─── Source data ───
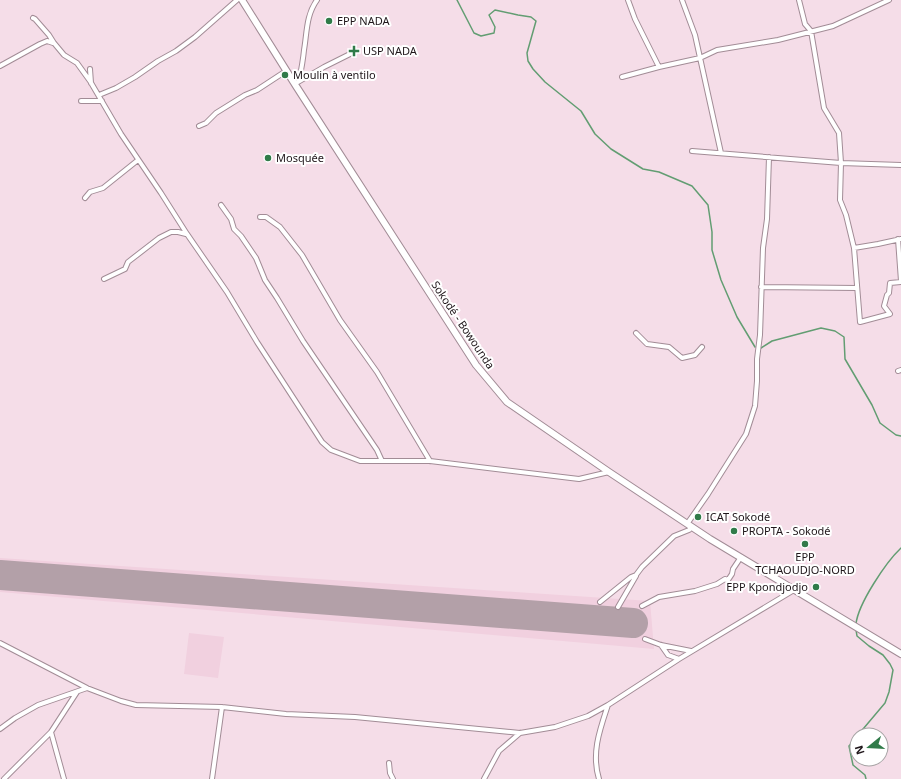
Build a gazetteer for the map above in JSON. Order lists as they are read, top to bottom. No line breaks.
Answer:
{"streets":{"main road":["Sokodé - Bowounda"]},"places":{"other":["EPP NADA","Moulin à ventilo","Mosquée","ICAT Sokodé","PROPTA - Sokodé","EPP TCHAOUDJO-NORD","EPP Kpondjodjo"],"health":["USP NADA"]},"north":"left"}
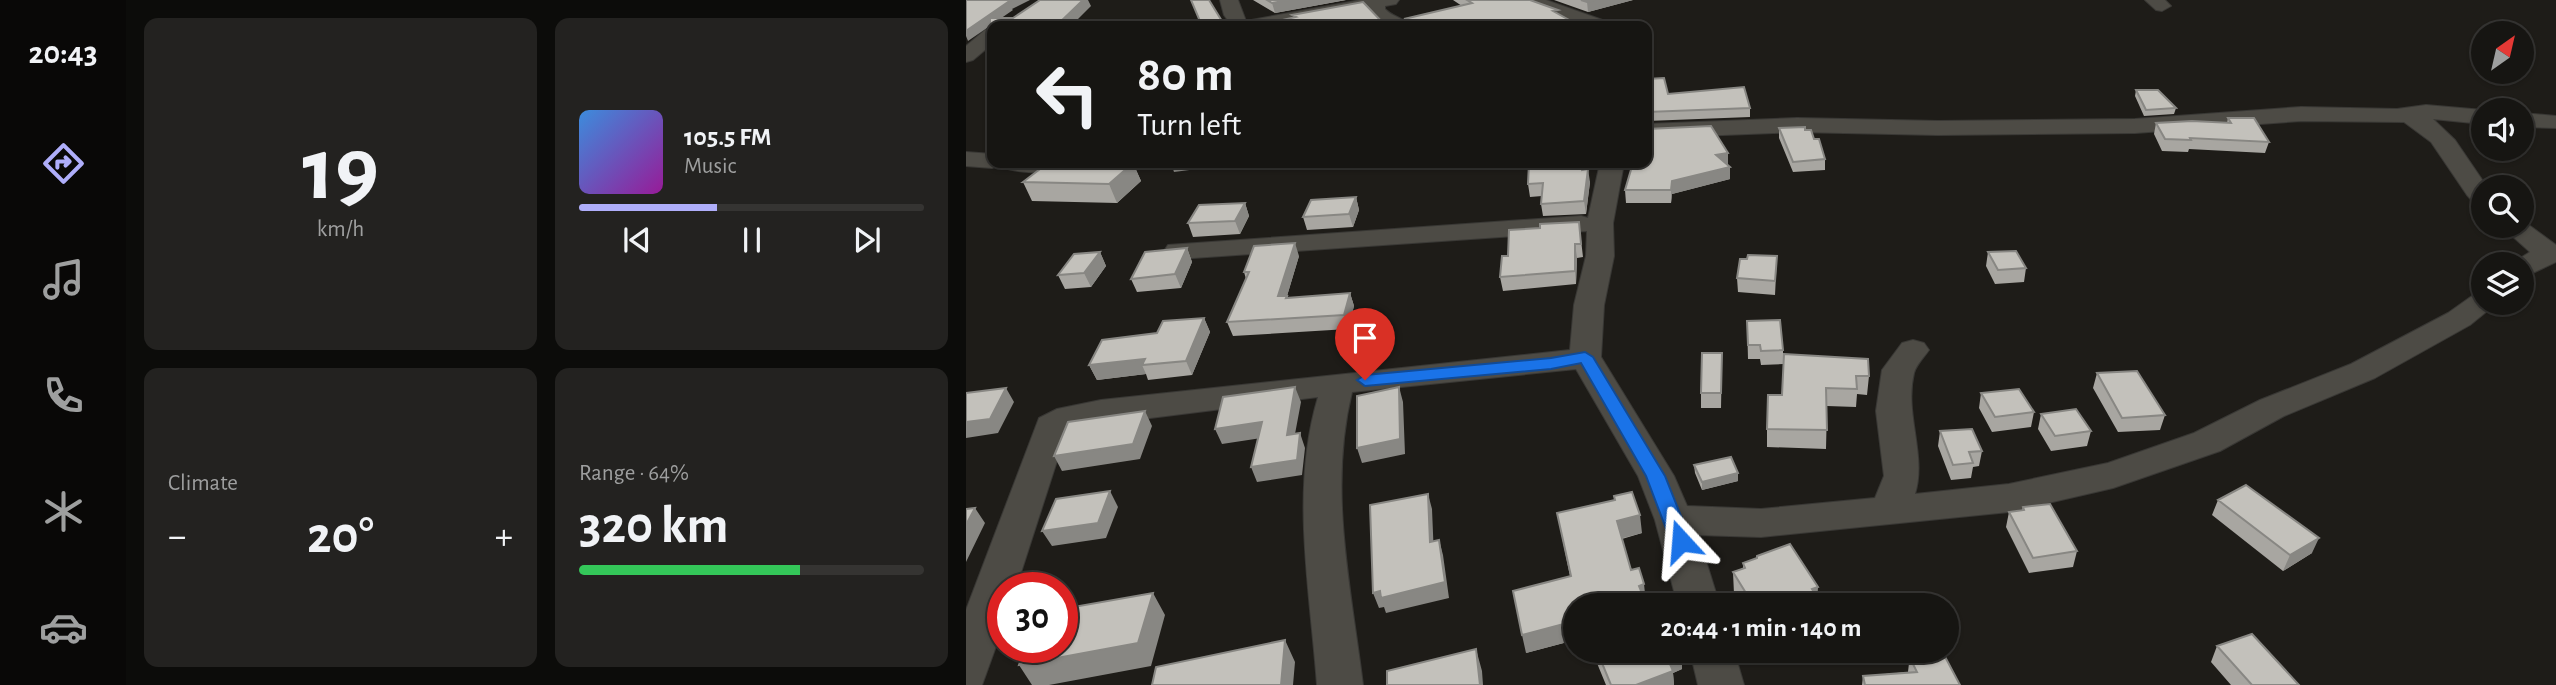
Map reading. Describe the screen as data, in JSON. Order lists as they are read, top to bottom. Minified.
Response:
───
## What you should do
Each line in the records that carries "bottom" must be copied out.

## Exercise result
Build a gazetteer for the map above in JSON. Order lists as they are read, top to bottom. No line breaks.
Map reading. Describe the screen as data, in JSON. Order lists as they are read, top to bottom. Minified.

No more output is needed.